The Australian‘s weekly Legal Affairs section is reporting (subscription required) today that global law firm “Herbert Smith Freehills will seek to more closely integrate its Australia and Asia practices.”
Sorry to be blunt, but what!?!
According to the Lawyers Weekly website, HSF officially merged on 1 October 2012 to open as the “largest fully integrated law firm in Asia Pacific based on number of lawyers“.
That was 3 years ago.
This begs the question: are all of the recent global law firm entrants to Australia going through the same issues?
My guess here is “yes”. Even though nearly all of them (arguable K&L Gates used US-Australia as its strategic reason for opening in Australia) made specific mention of using Australia as a springboard into Asia, pretty much none of them – to my knowledge – has a specific liaison Business Development Manger person (or higher) located in Australia who assists with joint business development activities.
As I understand it, there may be cost related issues involved in this (who pays for the resourcing – Australia or Asia). There may also be personnel issues involved.
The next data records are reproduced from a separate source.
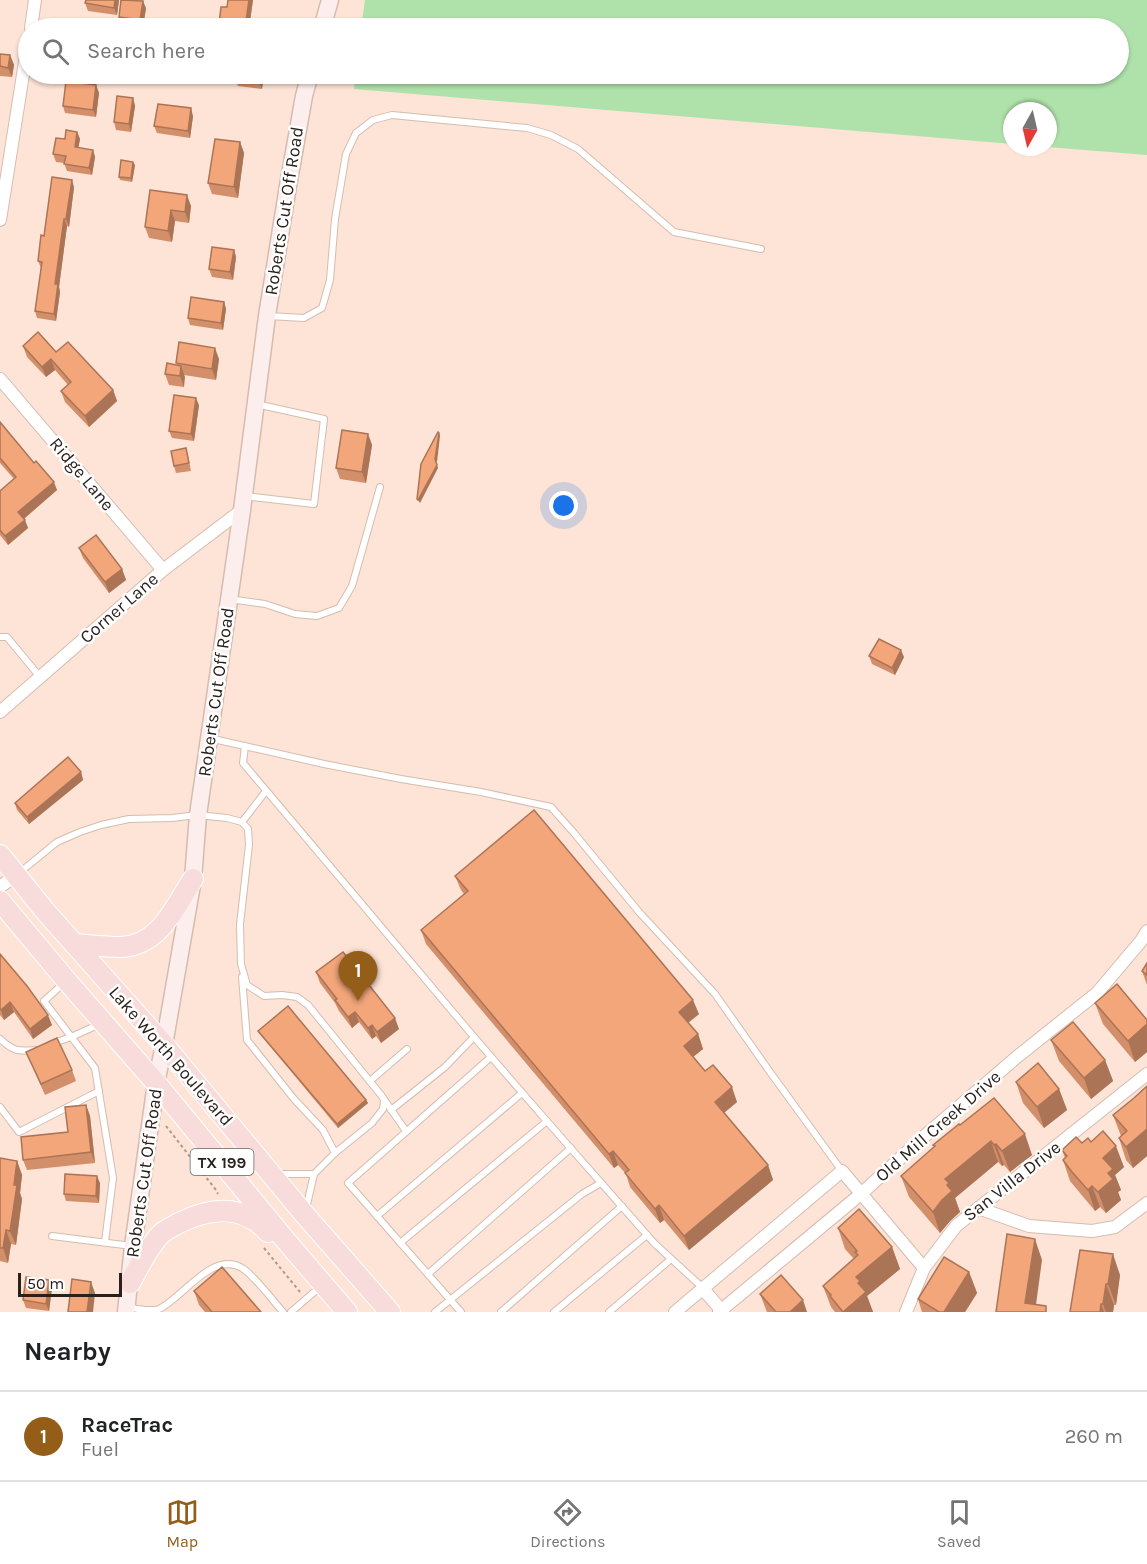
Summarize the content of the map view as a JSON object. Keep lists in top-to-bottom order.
{
  "streets": {
    "main road": ["Lake Worth Boulevard", "TX 199"],
    "street": [
      "Roberts Cut Off Road",
      "Ridge Lane",
      "Corner Lane",
      "Old Mill Creek Drive",
      "San Villa Drive"
    ]
  },
  "crossings": [
    ["Roberts Cut Off Road", "Corner Lane"],
    ["Roberts Cut Off Road", "Lake Worth Boulevard"],
    ["Ridge Lane", "Corner Lane"],
    ["Lake Worth Boulevard", "TX 199"]
  ],
  "scale_bar": "50 m",
  "north": "bottom",
  "page": {
    "search": "Search here",
    "pins": "1",
    "scale": "50 m",
    "heading": "Nearby",
    "list": [
      {
        "mark": "1",
        "name": "RaceTrac",
        "note": "Fuel",
        "value": "260 m"
      }
    ],
    "nav": ["Map", "Directions", "Saved"]
  }
}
Who knows; but the short answer is that for the life me I cannot understand how 3 years or more (in some cases) on from when the global firms arrived in Australia they still don’t seem to:
- have dedicated Asia-wide practice and support teams
- be able to tell you the number of referrals across jurisdictions (inbound and outbound)
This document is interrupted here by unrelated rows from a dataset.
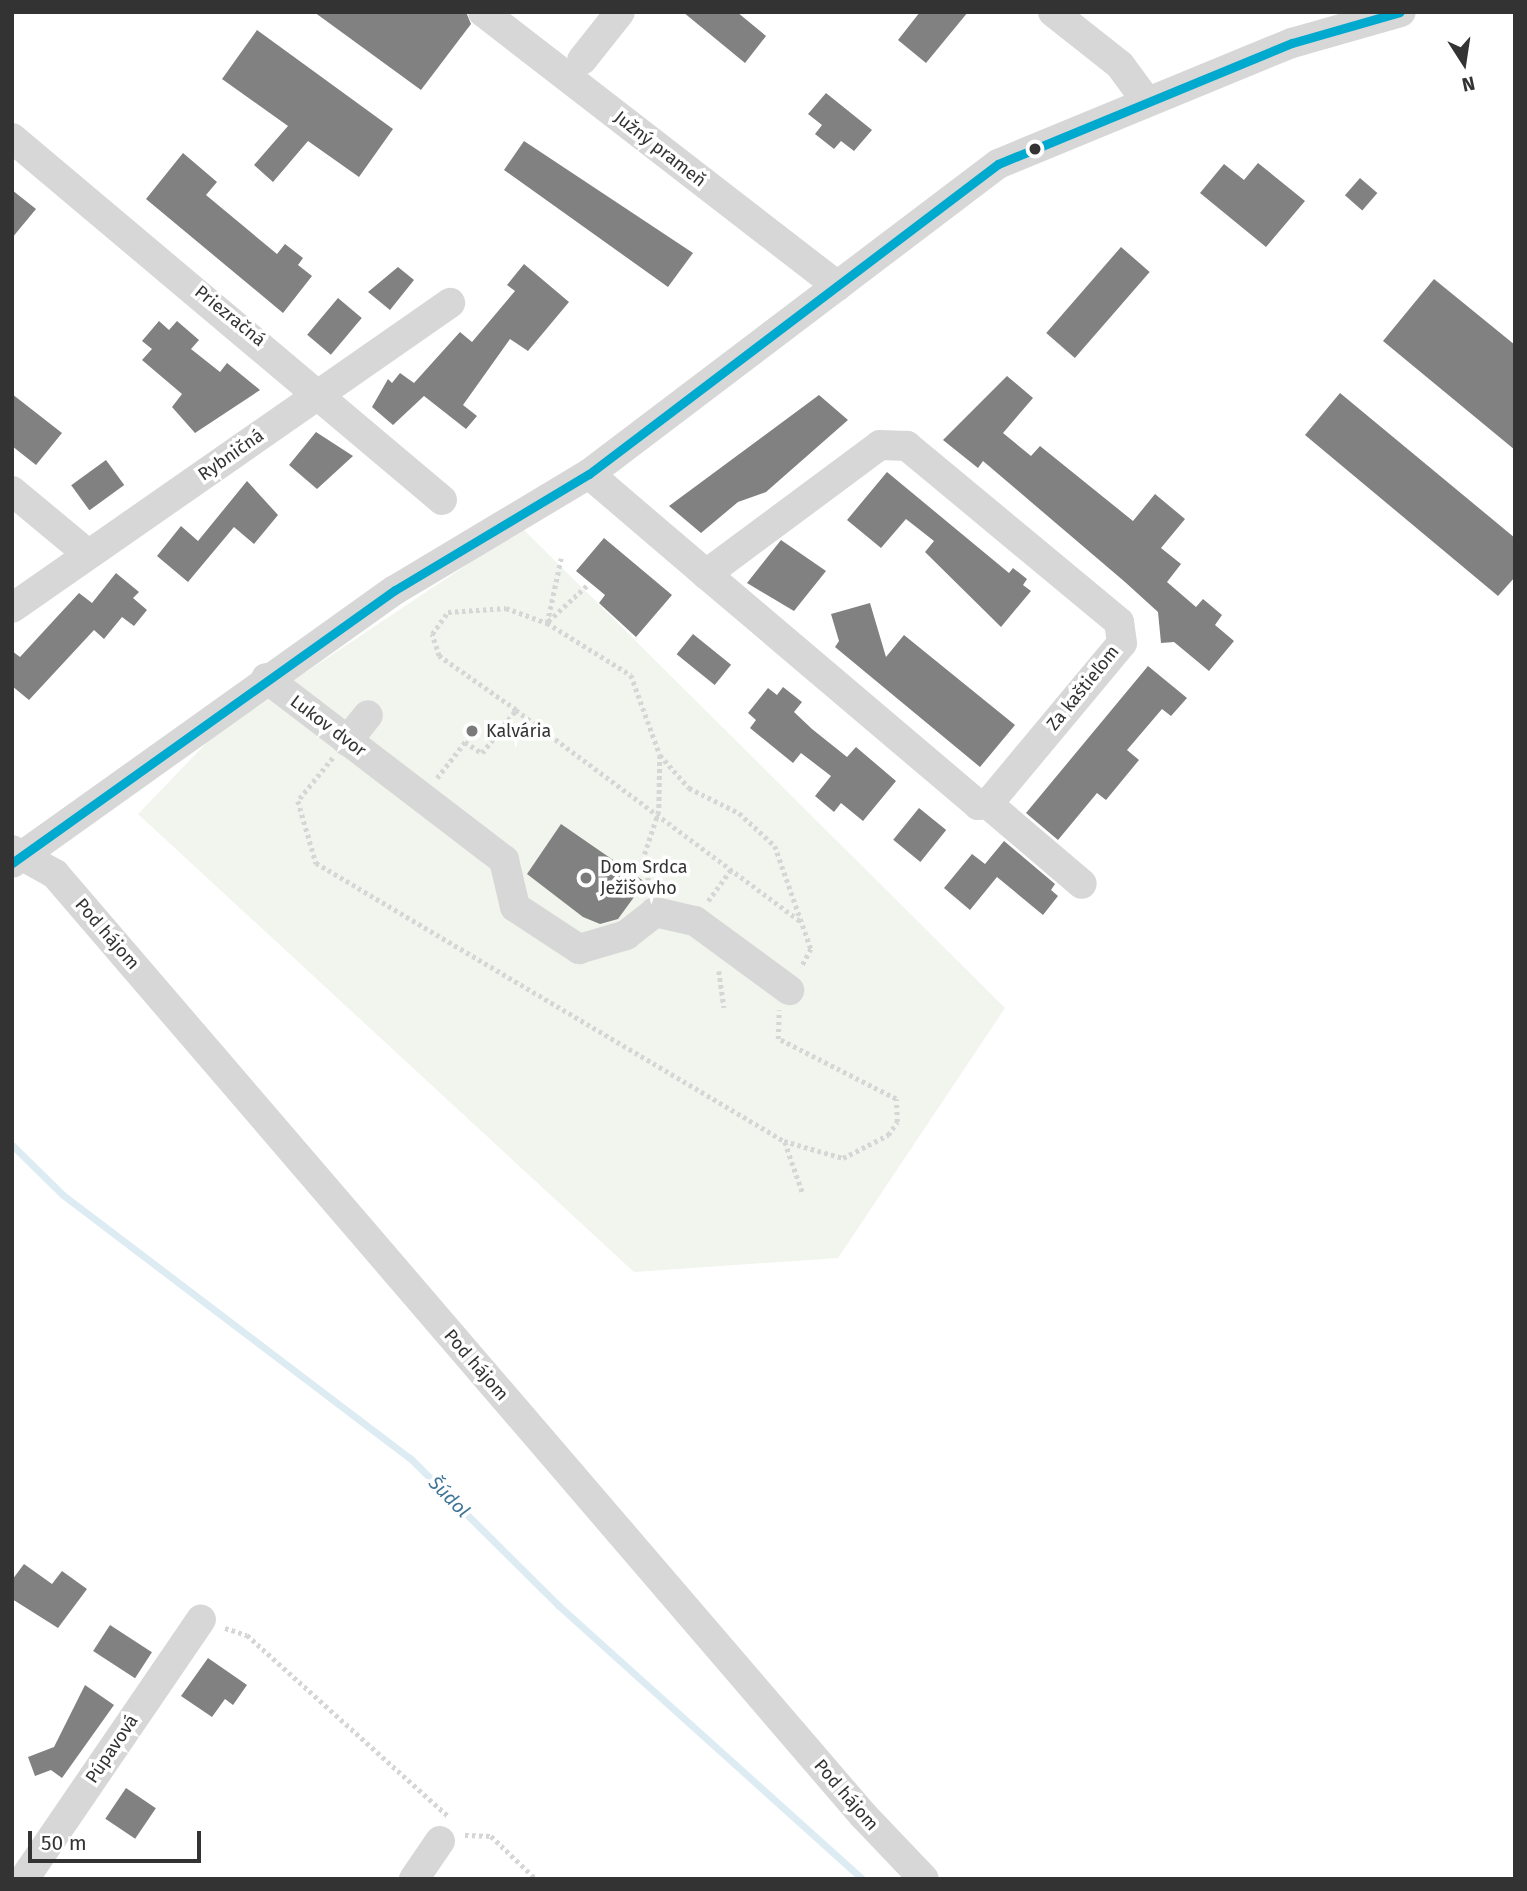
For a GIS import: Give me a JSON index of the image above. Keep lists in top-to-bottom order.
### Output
{
  "streets": {
    "street": [
      "Južný prameň",
      "Priezračná",
      "Rybničná",
      "Za kaštieľom",
      "Lukov dvor",
      "Pod hájom",
      "Púpavová"
    ]
  },
  "crossings": [
    ["Priezračná", "Rybničná"]
  ],
  "water": ["Šúdol"],
  "places": ["Kalvária", "Dom Srdca Ježišovho"],
  "scale_bar": "50 m",
  "north": "bottom"
}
- be able to tell you which partners are referring work [championing] across jurisdictions
- be able to tell you how many referrals are going to other firms within the jurisdiction where they have an office – particularly where there may have been a relationship prior to the merger (in Australia’s case, would you like to take a punt that Gilbert & Tobin gets referrals from international firms with an on the ground presence in Australia?)
- know which of their clients are referring work to them across multiple jurisdictions.
To me, this says that both the back-end and front-end operations of the merged firm are still working in geographic and practice group silos (which they most certainly would appear to be from today’s article).
Don’t get me wrong, it’s great that HSFs is seeking to more closely integrate its Australia and Asia practices. I hope other firms follow suit. I’m just frustrated that this initiative is probably about 2 and half years late!